A sarcomere is the smallest contractile portion of a muscle. Myofibrils are composed of thick and thin filaments. Thick filaments are composed of the protein myosin; thin filaments are composed of the protein actin. Troponin and tropomyosin are regulatory proteins.
Muscle contraction is described by the sliding filament model of contraction. ACh is the neurotransmitter that binds at the neuromuscular junction (NMJ) to trigger depolarization, and an action potential travels along the sarcolemma to trigger calcium release from SR. The actin sites are exposed after Ca++ enters the sarcoplasm from its SR storage to activate the troponin-tropomyosin complex so that the tropomyosin shifts away from the sites. The cross-bridging of myposin heads docking into actin-binding sites is followed by the “power stroke”—the sliding of the thin filaments by thick filaments. The power strokes are powered by ATP. Ultimately, the sarcomeres, myofibrils, and muscle fibers shorten to produce movement.
aerobic respiration
production of ATP in the presence of oxygen
ATPase
enzyme that hydrolyzes ATP to ADP
creatine phosphate
phosphagen used to store energy from ATP and transfer it to muscle
glycolysis
anaerobic breakdown of glucose to ATP
lactic acid
product of anaerobic glycolysis
oxygen debt
amount of oxygen needed to compensate for ATP produced without oxygen during muscle contraction
power stroke
action of myosin pulling actin inward (toward the M line)
pyruvic acid
product of glycolysis that can be used in aerobic respiration or converted to lactic acid
The release of calcium ions initiates muscle contractions. Watch this video to learn more about the role of calcium. (a) What are “T-tubules” and what is their role? (b) Please also describe how actin-binding sites are made available for cross-bridging with myosin heads during contraction.
(a) The T-tubules are inward extensions of the sarcolemma that trigger the release of Ca++ from SR during an Action Potential. (b) Ca++ binds to tropomyosin, and this slides the tropomyosin rods away from the binding sites.
1. In relaxed muscle, the myosin-binding site on actin is blocked by ________.
A) titin
B) troponin
C) myoglobin
D) tropomyosin
D
2. According to the sliding filament model, binding sites on actin open when ________.
A) creatine phosphate levels rise
B) ATP levels rise
C) acetylcholine levels rise
D) calcium ion levels rise
D
3. The cell membrane of a muscle fiber is called ________.
A) myofibril
B) sarcolemma
C) sarcoplasm
D) myofilament
B
4. Muscle relaxation occurs when ________.

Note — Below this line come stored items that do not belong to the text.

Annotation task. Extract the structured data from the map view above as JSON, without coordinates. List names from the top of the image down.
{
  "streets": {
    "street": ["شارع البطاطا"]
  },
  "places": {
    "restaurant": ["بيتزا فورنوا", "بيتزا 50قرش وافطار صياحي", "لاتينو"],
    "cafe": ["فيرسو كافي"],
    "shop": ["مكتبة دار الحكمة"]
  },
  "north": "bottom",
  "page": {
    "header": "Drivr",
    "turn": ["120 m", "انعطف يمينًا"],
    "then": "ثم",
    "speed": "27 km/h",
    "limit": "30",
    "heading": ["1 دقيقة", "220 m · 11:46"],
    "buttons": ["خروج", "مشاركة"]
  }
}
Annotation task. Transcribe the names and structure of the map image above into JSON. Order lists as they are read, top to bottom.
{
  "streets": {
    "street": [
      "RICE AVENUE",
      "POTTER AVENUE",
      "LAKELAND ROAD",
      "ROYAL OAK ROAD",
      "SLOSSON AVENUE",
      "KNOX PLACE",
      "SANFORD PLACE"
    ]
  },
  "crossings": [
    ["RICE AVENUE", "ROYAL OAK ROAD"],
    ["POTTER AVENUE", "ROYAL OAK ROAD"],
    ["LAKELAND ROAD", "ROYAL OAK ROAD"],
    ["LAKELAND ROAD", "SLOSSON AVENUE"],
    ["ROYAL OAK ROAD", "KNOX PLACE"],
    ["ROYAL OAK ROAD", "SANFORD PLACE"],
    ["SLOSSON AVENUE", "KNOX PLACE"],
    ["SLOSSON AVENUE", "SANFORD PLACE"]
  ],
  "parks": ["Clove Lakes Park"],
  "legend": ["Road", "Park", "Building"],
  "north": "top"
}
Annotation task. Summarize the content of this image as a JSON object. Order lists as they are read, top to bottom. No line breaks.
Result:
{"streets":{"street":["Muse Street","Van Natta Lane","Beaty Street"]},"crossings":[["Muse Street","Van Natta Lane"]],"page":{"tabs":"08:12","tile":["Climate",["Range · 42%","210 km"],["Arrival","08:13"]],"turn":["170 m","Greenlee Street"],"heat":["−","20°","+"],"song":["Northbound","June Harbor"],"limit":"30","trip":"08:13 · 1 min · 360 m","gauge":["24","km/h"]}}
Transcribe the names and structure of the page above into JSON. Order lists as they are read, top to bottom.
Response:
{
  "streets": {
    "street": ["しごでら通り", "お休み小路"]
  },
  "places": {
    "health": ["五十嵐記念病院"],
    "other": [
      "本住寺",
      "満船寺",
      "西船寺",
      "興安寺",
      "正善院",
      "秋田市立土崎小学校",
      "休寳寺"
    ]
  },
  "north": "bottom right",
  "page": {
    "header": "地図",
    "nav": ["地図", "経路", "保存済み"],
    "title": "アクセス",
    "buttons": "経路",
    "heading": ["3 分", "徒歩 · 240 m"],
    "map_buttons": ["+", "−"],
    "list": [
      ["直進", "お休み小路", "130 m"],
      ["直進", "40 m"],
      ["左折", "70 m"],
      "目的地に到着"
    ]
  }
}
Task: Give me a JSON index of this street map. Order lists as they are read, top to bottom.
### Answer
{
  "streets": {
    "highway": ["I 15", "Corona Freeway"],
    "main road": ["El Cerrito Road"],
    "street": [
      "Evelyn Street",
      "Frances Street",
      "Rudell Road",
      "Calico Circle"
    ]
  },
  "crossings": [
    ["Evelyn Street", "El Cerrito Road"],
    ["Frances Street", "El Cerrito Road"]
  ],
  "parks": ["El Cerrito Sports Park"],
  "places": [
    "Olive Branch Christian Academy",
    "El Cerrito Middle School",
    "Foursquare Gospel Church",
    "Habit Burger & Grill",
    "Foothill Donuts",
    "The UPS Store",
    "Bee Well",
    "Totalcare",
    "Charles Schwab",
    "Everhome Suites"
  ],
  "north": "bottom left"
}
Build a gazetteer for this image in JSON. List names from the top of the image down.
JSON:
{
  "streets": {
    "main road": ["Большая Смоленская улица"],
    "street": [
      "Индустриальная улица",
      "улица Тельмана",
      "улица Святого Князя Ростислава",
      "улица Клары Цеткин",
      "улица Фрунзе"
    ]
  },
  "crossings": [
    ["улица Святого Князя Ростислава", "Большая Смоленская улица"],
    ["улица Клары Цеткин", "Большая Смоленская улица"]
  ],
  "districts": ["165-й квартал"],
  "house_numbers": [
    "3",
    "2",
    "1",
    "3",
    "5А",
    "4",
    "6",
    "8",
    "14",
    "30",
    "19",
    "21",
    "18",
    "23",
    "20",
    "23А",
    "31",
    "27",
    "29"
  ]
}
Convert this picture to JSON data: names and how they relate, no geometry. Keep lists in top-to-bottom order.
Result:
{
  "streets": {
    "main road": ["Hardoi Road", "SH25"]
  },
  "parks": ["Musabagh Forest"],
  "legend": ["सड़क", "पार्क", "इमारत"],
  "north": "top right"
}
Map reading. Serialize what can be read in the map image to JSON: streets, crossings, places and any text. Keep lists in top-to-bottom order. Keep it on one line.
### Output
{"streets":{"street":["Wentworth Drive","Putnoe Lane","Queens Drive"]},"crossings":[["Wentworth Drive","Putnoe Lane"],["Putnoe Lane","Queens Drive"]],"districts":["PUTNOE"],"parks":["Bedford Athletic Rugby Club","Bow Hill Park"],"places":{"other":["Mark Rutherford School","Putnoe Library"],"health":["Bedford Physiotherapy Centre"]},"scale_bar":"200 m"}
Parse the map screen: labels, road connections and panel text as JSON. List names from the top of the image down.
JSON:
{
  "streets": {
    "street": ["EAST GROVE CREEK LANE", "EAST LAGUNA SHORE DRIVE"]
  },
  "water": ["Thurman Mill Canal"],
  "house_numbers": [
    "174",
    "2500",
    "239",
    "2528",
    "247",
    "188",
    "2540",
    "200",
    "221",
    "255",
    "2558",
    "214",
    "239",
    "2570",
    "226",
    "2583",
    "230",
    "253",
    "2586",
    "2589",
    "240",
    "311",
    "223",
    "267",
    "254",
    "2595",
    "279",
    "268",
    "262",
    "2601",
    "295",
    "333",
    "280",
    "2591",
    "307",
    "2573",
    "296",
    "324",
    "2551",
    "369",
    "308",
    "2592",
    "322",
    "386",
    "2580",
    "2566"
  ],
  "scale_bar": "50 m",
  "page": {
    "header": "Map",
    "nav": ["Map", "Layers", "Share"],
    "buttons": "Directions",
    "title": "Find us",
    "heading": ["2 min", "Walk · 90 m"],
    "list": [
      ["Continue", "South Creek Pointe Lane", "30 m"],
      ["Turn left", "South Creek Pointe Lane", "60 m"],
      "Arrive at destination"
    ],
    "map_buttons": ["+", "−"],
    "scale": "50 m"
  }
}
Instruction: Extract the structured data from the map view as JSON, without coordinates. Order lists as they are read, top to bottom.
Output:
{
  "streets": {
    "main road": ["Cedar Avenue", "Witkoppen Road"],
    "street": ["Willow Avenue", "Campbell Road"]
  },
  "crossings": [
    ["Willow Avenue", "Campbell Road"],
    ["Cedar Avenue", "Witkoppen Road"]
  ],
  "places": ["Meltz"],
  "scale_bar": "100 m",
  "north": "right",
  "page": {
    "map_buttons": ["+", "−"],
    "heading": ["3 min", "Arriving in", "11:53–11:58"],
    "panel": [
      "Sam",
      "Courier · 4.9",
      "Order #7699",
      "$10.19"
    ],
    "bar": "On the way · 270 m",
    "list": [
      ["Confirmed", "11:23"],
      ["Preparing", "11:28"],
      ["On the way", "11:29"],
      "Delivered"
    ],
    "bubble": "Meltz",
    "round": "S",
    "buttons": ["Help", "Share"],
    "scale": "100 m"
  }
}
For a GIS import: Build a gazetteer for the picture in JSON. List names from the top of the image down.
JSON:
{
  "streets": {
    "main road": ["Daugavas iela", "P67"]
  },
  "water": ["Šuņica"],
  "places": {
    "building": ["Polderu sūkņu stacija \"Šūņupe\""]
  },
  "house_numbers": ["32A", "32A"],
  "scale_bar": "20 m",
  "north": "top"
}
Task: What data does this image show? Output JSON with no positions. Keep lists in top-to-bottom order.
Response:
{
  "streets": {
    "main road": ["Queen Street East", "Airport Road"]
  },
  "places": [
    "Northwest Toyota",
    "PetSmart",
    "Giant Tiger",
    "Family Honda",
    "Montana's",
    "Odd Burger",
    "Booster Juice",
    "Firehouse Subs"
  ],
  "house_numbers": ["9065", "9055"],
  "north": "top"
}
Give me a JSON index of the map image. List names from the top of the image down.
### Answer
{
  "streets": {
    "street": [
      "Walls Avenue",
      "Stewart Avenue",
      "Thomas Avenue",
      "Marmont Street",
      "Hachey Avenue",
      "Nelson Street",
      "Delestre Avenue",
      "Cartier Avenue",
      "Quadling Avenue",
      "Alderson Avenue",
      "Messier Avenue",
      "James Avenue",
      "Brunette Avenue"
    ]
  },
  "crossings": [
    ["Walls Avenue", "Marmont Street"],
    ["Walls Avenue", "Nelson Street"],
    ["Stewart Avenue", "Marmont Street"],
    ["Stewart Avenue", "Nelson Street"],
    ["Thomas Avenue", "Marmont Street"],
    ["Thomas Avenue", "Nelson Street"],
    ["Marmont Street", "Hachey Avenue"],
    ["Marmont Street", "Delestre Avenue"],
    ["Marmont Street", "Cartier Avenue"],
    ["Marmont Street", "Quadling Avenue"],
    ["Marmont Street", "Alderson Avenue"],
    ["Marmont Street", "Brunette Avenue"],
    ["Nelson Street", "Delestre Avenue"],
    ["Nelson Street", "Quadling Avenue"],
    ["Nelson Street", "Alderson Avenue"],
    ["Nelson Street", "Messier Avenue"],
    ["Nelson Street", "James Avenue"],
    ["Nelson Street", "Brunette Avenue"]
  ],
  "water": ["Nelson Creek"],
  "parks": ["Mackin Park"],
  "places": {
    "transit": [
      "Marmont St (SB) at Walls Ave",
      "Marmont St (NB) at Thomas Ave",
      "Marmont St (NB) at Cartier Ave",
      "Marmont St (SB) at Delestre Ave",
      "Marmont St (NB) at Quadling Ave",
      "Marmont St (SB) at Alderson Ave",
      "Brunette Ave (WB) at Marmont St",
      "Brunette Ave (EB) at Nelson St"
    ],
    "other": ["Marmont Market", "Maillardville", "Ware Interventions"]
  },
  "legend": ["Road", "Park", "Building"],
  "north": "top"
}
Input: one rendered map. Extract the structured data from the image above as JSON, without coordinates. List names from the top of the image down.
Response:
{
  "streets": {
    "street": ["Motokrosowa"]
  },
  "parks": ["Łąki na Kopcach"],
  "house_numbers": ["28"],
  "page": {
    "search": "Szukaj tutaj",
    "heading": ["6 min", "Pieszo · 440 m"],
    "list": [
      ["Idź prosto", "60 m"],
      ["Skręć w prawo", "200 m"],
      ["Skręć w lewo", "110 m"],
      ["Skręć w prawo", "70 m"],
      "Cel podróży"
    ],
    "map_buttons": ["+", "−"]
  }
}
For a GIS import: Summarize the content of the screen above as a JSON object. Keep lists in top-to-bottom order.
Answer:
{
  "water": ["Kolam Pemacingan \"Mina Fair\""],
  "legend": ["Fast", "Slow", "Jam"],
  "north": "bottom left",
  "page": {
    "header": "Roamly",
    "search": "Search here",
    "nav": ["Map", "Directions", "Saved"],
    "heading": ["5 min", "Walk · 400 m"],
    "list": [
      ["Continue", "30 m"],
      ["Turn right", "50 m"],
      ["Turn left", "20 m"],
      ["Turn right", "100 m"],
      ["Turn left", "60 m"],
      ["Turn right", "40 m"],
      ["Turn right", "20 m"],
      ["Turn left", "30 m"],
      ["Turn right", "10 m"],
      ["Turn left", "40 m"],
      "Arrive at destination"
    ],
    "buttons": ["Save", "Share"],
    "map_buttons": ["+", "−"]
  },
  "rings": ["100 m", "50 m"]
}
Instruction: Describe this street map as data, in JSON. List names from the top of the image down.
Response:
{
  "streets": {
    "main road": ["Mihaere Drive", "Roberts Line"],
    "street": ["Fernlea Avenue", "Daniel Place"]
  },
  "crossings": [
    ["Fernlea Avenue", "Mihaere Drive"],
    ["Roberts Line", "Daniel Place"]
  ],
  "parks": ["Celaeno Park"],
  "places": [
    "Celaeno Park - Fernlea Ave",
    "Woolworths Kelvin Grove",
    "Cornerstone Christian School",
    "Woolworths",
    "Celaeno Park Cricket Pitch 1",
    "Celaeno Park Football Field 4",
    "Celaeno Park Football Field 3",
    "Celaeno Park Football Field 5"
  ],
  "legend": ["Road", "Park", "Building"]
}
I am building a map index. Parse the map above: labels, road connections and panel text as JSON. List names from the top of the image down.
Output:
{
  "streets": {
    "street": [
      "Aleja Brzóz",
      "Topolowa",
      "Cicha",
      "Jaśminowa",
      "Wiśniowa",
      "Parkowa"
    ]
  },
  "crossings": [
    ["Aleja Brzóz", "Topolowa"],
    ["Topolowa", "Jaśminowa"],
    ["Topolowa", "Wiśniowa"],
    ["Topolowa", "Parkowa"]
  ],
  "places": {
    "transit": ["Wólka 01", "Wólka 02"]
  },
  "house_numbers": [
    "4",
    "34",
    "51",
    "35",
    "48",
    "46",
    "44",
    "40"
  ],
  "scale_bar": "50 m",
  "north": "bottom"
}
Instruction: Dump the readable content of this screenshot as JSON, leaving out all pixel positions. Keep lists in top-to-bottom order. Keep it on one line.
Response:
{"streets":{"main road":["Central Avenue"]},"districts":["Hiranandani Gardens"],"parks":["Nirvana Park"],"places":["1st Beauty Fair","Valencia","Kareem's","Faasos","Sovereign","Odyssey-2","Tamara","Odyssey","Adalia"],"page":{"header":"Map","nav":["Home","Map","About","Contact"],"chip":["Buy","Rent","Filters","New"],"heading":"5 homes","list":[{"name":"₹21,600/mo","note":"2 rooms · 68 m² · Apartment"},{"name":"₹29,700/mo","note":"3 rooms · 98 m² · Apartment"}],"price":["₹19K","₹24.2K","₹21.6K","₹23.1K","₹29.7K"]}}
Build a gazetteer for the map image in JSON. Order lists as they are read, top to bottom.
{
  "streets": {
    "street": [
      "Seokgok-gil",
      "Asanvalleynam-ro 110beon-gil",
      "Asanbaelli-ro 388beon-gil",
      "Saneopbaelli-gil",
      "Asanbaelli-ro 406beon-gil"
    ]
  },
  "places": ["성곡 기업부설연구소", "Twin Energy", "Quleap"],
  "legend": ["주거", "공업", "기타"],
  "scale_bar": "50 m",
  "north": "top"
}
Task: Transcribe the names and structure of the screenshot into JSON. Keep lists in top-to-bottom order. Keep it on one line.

A)calcium ions are actively transported out of the sarcoplasmic reticulum
B) calcium ions diffuse out of the sarcoplasmic reticulum
C) calcium ions are actively transported into the sarcoplasmic reticulum
D) calcium ions diffuse into the sarcoplasmic reticulum
C
5. During muscle contraction, the cross-bridge detaches when ________.
A) the myosin head binds to an ADP molecule
B) the myosin head binds to an ATP molecule
C) calcium ions bind to troponin
D) calcium ions bind to actin
C
6. Thin and thick filaments are organized into functional units called ________.
A) myofibrils
B) myofilaments
C) T-tubules
D) sarcomeres
D
1. How would muscle contractions be affected if skeletal muscle fibers did not have T-tubules?
Without T-tubules, action potential conduction into the interior of the cell would happen much more slowly, causing delays between neural stimulation and muscle contraction, resulting in slower, weaker contractions.
2. What causes the striated appearance of skeletal muscle tissue?
Dark A bands and light I bands repeat along myofibrils, and the alignment of myofibrils in the cell cause the entire cell to appear striated.
3. How would muscle contractions be affected if ATP was completely depleted in a muscle fiber?
Without ATP, the myosin heads cannot detach from the actin-binding sites. All of the “stuck” cross-bridges result in muscle stiffness. In a live person, this can cause a condition like “writer’s cramps.” In a recently dead person, it results in rigor mortis.